### EXERCISE GOAL
Transcribe the records below word for word, beginning with the first line and stopping after the line that contains "0 #acadb2) drop-shadow(-2px"; pictures are not part of the copy.

### DATA FOR THIS EXERCISE
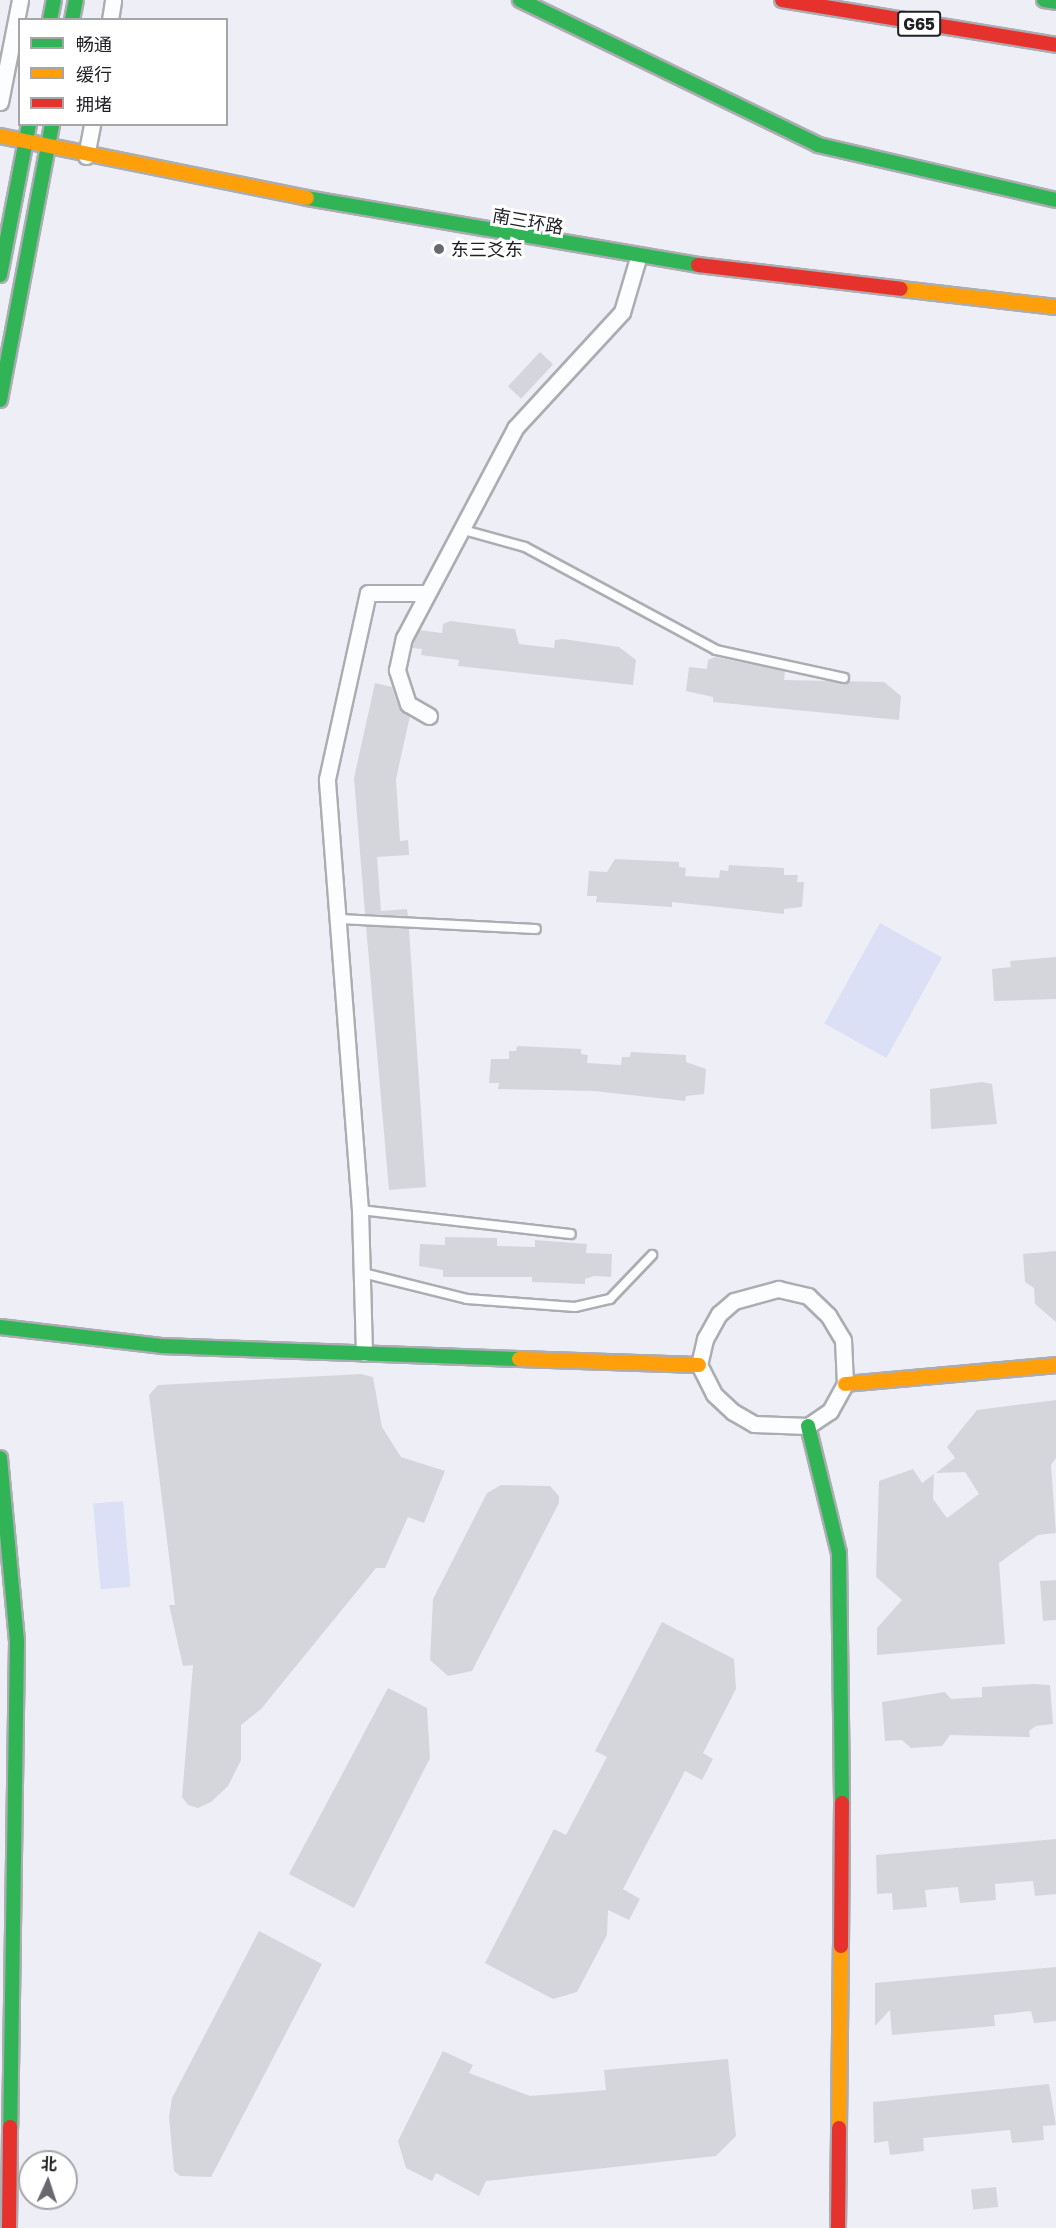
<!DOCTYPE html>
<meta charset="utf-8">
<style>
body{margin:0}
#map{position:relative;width:1056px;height:2228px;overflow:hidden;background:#eeeff6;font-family:"Golos Text","Noto Sans SC",sans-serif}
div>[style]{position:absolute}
.green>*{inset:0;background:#dce0f6;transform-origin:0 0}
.building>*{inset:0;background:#d5d6db;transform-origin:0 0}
.roads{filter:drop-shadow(2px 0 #acadb2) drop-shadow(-2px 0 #acadb2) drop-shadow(0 2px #acadb2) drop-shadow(0 -2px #acadb2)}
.lane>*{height:8px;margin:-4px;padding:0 4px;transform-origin:4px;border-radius:4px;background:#fcfdfe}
.street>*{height:15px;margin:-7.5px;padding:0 7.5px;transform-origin:7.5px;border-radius:7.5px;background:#fcfdfe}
.fast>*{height:14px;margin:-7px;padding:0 7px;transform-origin:7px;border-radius:7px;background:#30b455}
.slow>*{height:14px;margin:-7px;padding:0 7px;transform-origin:7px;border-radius:7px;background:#ff9f0a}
.jam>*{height:14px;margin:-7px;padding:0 7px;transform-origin:7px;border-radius:7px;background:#e5322d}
.dots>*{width:16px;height:16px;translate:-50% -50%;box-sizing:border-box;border:3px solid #fff;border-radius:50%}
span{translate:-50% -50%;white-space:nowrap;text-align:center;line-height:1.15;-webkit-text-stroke:6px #fff;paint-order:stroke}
.shield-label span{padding:2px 4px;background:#fff;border:2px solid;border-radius:4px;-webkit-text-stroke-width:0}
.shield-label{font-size:16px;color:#202125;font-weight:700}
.street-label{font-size:18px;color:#202125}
.poi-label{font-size:18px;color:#202125}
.left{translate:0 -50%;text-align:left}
.legend{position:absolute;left:18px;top:18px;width:210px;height:108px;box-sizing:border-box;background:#fff;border:2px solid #a6a6a8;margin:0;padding:8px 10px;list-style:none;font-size:18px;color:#202125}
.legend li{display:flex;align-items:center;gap:12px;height:30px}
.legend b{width:30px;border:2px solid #a6a6a8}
.north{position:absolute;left:18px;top:2150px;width:60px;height:60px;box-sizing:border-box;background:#fff;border:2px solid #a6a6a8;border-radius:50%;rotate:3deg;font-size:16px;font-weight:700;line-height:24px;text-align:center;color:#202125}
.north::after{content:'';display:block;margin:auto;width:21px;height:27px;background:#68696e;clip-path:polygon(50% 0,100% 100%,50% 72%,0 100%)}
</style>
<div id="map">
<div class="green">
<i style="left:880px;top:923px;width:71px;height:115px;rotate:29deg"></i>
<i style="left:123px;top:1501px;width:86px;height:30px;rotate:85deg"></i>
</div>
<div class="building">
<i style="left:540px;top:352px;width:18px;height:47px;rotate:43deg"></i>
<i style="clip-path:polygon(450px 621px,515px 629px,519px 644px,554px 648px,555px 640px,563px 639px,619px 647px,636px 660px,633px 685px,458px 666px,459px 660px,421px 655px,422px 649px,412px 648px,419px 630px,442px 633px,443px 624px)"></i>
<i style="clip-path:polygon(715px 657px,785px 671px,784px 680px,884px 682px,901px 696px,899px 720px,713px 702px,713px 697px,686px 691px,689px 667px,707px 669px,708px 660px)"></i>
<i style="clip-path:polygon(375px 683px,392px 687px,399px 708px,410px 716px,396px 779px,400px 841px,408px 840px,409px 855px,377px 857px,381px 911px,407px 909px,408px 916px,365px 914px,354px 778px)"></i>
<i style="clip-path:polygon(615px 859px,679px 862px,679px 867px,686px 868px,685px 876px,719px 878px,720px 870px,728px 871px,729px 865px,784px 868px,784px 875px,798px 875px,797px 882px,804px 882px,802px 907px,784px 909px,784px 914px,672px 902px,672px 907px,596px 902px,597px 896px,587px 896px,589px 871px,607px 872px)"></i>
<i style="clip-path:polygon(366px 926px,409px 929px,426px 1187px,389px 1190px)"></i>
<i style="clip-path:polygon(1056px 957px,1056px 999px,994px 1001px,992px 969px,1011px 967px,1010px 961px)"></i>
<i style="clip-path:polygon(517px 1046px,581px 1049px,581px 1054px,588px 1055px,587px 1063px,621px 1065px,622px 1057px,630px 1057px,631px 1052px,686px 1055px,686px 1062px,706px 1069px,704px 1094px,686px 1096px,685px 1101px,594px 1091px,498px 1089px,499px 1083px,489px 1083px,491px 1059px,509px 1059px,509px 1051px,516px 1051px)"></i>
<i style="clip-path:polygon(982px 1082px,992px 1084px,997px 1124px,931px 1129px,930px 1089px)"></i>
<i style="clip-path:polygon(445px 1237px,497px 1238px,497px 1246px,535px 1247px,535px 1240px,587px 1244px,586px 1253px,612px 1254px,611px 1277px,594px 1276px,585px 1279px,585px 1284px,532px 1282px,532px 1277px,443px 1277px,443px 1270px,419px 1266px,420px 1244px,445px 1245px)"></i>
<i style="clip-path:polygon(1056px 1251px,1056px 1322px,1035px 1304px,1034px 1288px,1025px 1282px,1023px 1254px)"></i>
<i style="clip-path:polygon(361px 1374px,373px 1377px,382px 1427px,401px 1457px,445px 1471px,424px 1523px,408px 1517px,385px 1568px,376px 1568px,261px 1709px,241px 1725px,241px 1760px,228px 1786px,211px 1802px,198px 1808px,188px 1805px,182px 1797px,193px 1665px,183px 1666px,169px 1605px,175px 1605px,149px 1395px,158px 1385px)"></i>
<i style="clip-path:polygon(1056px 1400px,1056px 1458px,1051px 1465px,1056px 1533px,1038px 1535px,999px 1563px,1005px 1644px,877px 1655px,877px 1628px,902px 1600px,876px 1577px,879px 1481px,913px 1469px,922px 1483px,934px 1474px,933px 1499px,947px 1518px,979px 1494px,965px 1472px,936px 1473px,955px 1458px,947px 1447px,977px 1410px)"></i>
<i style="clip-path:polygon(501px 1485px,550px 1486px,559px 1496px,559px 1503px,472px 1671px,448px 1676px,430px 1660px,433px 1599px,487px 1493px)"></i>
<i style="clip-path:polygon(1056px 1580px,1056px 1620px,1043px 1621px,1040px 1581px)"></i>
<i style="clip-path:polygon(662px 1622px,734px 1659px,736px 1689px,703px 1753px,713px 1759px,702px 1780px,685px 1771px,623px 1889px,640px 1899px,629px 1920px,608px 1910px,607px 1935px,577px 1992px,553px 1999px,485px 1963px,554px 1829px,566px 1835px,607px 1757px,595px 1751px)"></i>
<i style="clip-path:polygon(1032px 1684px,1050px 1685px,1053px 1724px,1036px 1726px,1029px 1731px,1030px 1737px,950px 1735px,942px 1746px,911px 1748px,902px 1740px,885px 1741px,882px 1702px,945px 1692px,951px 1699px,982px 1697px,982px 1687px)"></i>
<i style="clip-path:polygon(388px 1688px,427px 1708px,430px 1758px,354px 1908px,289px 1874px)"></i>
<i style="clip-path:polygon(1056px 1839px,1056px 1894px,1035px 1896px,1033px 1881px,995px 1884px,996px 1900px,960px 1903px,958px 1887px,925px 1890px,927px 1907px,893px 1910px,892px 1893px,877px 1894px,876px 1855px)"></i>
<i style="clip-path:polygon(259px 1931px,322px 1964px,211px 2177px,180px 2176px,174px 2171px,169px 2117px,172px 2098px)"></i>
<i style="clip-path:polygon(1056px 1967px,1056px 2021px,1034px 2023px,1031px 2011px,994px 2015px,995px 2026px,892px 2035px,890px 2010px,875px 2026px,875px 1983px)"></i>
<i style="clip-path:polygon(443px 2051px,473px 2065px,469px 2073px,530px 2096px,606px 2090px,604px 2070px,728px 2059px,736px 2136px,716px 2156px,486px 2181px,479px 2196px,436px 2173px,432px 2181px,406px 2168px,398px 2141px)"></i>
<i style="clip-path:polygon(1049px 2084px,1056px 2125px,1043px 2126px,1044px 2140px,1012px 2143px,1010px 2130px,923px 2138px,924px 2151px,890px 2155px,888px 2141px,874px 2143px,873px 2102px)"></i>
<i style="left:996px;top:2187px;width:20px;height:25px;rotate:84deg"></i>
</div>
<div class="roads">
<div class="lane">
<i style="left:460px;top:529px;width:67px;rotate:15.5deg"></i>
<i style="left:525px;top:547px;width:217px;rotate:28.3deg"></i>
<i style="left:716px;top:650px;width:131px;rotate:12.3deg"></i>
<i style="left:339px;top:919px;width:197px;rotate:2.9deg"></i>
<i style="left:360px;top:1210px;width:212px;rotate:6.5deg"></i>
<i style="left:363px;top:1273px;width:107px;rotate:14deg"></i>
<i style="left:467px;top:1299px;width:108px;rotate:4.2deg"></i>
<i style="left:575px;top:1307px;width:36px;rotate:-13deg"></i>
<i style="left:610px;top:1299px;width:61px;rotate:-46.3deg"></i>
</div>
<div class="street">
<i style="left:110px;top:20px;width:20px;rotate:-81deg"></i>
<i style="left:0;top:102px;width:104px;rotate:-78.9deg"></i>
<i style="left:86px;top:156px;width:33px;rotate:-79deg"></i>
<i style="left:429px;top:716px;width:24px;rotate:-150deg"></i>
<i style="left:408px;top:704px;width:36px;rotate:-108deg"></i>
<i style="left:397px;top:670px;width:33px;rotate:-78deg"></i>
<i style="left:404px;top:638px;width:238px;rotate:-62.1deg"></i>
<i style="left:515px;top:428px;width:158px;rotate:-47.3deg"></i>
<i style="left:622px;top:312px;width:56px;rotate:-73.5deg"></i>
<i style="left:778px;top:1289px;width:31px;rotate:13deg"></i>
<i style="left:808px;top:1296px;width:28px;rotate:44deg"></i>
<i style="left:828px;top:1315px;width:29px;rotate:59deg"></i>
<i style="left:843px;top:1340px;width:44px;rotate:87.4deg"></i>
<i style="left:845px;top:1384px;width:31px;rotate:119deg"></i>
<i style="left:830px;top:1411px;width:27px;rotate:146deg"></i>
<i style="left:808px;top:1426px;width:54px;rotate:-177.9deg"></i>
<i style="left:754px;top:1424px;width:24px;rotate:-150deg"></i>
<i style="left:733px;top:1412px;width:26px;rotate:-137deg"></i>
<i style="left:714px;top:1394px;width:33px;rotate:-117deg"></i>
<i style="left:699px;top:1365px;width:27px;rotate:-77deg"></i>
<i style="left:705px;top:1339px;width:29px;rotate:-61deg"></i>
<i style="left:719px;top:1314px;width:20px;rotate:-41deg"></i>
<i style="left:734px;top:1301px;width:46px;rotate:-15.3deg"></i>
<i style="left:364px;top:1353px;width:143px;rotate:-91.6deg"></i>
<i style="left:360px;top:1210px;width:432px;rotate:-94.4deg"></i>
<i style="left:327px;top:779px;width:190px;rotate:-77.6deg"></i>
<i style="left:368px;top:593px;width:59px"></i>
</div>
<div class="fast">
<i style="left:520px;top:0;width:331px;rotate:25.9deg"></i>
<i style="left:818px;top:145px;width:244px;rotate:13deg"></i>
<i style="left:1044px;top:0;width:12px;rotate:9deg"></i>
<i style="left:50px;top:20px;width:20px;rotate:-79deg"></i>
<i style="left:72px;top:20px;width:20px;rotate:-79deg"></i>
<i style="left:307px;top:198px;width:397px;rotate:9.7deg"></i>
<i style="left:0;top:275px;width:154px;rotate:-79.1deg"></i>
<i style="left:0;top:400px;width:281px;rotate:-79.3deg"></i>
<i style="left:0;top:1327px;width:162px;rotate:6.7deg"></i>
<i style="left:161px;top:1346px;width:358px;rotate:2.1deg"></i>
<i style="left:808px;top:1426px;width:131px;rotate:76.3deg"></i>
<i style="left:839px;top:1553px;width:250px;rotate:89.3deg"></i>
<i style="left:0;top:1458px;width:185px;rotate:84.7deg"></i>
<i style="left:17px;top:1642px;width:485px;rotate:90.8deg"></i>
</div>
<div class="slow">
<i style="left:0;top:136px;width:313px;rotate:11.4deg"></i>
<i style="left:901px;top:289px;width:156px;rotate:6.6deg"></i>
<i style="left:519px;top:1359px;width:180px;rotate:1.9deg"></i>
<i style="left:845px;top:1384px;width:212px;rotate:-5.1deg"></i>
<i style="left:839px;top:2128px;width:182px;rotate:-89.4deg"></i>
</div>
<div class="jam">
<i style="left:782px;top:0;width:278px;rotate:9.3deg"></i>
<i style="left:698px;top:265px;width:204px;rotate:6.7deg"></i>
<i style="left:841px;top:1946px;width:143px;rotate:-89.6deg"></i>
<i style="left:9px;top:2228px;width:101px;rotate:-89.4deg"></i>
<i style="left:838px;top:2228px;width:100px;rotate:-89.4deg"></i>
</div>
</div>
<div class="dots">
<i style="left:439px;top:249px;background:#68696e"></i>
</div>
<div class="shield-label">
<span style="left:919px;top:24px">G65</span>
</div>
<div class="street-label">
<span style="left:528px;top:221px;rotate:10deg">南三环路</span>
</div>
<div class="poi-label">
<span class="left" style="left:451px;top:249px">东三爻东</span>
</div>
<ul class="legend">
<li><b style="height:8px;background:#30b455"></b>畅通</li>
<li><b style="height:8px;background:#ff9f0a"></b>缓行</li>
<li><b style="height:8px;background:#e5322d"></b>拥堵</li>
</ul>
<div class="north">北</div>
</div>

### OUTPUT FOR THIS EXERCISE
<!DOCTYPE html>
<meta charset="utf-8">
<style>
body{margin:0}
#map{position:relative;width:1056px;height:2228px;overflow:hidden;background:#eeeff6;font-family:"Golos Text","Noto Sans SC",sans-serif}
div>[style]{position:absolute}
.green>*{inset:0;background:#dce0f6;transform-origin:0 0}
.building>*{inset:0;background:#d5d6db;transform-origin:0 0}
.roads{filter:drop-shadow(2px 0 #acadb2) drop-shadow(-2px 0 #acadb2) drop-shadow(0 2px #acadb2) drop-shadow(0 -2px #acadb2)}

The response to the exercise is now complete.